Replication of Ladefoged & Broadbent 1957
Eleanor Chodroff and Christian Stilp
09/02/2022
Background
The phonetic realization of vowels can vary considerably from speaker to speaker, from dialect to dialect, and even from generation to generation. In particular, substantial evidence has indicated variability in the vowel formants. Vowel formants are acoustic concentrations of energy in certain frequency bands and that reflect resonances of the vocal tract. The lowest two formants, F1 and F2, strongly indicate vowel category identity and respectively relate to tongue body height (F1) and backness (F2) during vowel production. At a high level, male speakers typically have lower formants than female speakers and adult speakers have lower formant values than child speakers. Even within the same sex and dialect, formant variability is pervasive. In some cases, a speaker’s formant for vowel category X can have the same value as a second speaker’s formant for vowel category Y. In other words, no one-to-one mapping exists between the observed acoustics and the intended linguistic category. This is well-known in the literature as the “lack-of-invariance” problem: the realization of any given vowel or speech segment is highly variable. Despite this variability, listeners quickly adapt to the speech patterns of novel talkers, and in many cases this adaptation is seamless.
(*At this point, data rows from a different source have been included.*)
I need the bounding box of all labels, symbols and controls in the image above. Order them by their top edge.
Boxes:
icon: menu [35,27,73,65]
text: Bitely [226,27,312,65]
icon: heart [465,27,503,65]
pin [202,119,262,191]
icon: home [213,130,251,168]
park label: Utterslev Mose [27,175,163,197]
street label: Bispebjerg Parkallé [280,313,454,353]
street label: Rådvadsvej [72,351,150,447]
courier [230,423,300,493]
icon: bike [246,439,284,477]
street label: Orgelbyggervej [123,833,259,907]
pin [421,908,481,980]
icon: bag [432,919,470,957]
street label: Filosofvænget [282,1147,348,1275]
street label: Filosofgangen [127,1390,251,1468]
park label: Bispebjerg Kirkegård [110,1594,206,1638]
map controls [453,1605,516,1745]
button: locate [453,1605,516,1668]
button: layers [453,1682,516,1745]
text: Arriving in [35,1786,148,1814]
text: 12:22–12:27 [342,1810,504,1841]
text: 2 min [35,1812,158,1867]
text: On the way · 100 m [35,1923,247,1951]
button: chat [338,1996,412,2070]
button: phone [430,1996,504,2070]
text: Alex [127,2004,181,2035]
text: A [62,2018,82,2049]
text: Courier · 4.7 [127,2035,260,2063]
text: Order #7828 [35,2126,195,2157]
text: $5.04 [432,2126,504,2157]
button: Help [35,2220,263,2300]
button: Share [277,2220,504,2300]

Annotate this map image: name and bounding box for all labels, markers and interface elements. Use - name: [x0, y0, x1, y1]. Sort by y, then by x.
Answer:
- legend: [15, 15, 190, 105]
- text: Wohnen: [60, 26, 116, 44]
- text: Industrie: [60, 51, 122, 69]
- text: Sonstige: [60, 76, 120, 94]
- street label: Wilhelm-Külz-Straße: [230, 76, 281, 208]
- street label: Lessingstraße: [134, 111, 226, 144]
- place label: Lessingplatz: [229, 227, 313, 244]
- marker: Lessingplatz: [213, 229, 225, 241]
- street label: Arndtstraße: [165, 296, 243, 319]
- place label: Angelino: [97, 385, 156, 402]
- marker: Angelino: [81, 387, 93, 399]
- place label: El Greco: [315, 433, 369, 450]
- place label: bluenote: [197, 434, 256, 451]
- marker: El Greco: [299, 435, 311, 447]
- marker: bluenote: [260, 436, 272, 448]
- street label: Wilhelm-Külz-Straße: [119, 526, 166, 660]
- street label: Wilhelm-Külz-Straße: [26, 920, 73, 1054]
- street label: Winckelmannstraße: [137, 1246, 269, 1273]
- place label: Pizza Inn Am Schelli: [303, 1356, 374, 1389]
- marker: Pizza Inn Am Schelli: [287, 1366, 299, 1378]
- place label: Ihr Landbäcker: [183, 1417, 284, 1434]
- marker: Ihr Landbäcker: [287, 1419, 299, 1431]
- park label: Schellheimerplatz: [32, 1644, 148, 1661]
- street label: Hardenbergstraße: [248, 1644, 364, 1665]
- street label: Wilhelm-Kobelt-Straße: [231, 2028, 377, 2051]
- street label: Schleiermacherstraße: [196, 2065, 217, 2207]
How exactly listeners adapt has been a matter of intense debate. One early proposal is that listeners adapt to talkers using linguistic knowledge (Ladefoged & Broadbent, 1957: LB1957). Specifically, listeners may have a template of vowel categories in the F1 x F2 space based on their experience with the given language. If a talker has an exceptionally low F1 value, that the template of vowel categories could be shifted accordingly (see Figure 1; Nearey & Assmann, 2008; McMurray & Jongman, 2012; Chodroff & Wilson, 2020). In trying to make sense of the acoustic signal then, a listener might know that “a vowel sound does not depend on the absolute values of its formant frequencies, but on the relationship between the formant frequencies for that vowel and the formant frequencies of other vowels pronounced by that speaker” (Ladefoged & Broadbent, 1957).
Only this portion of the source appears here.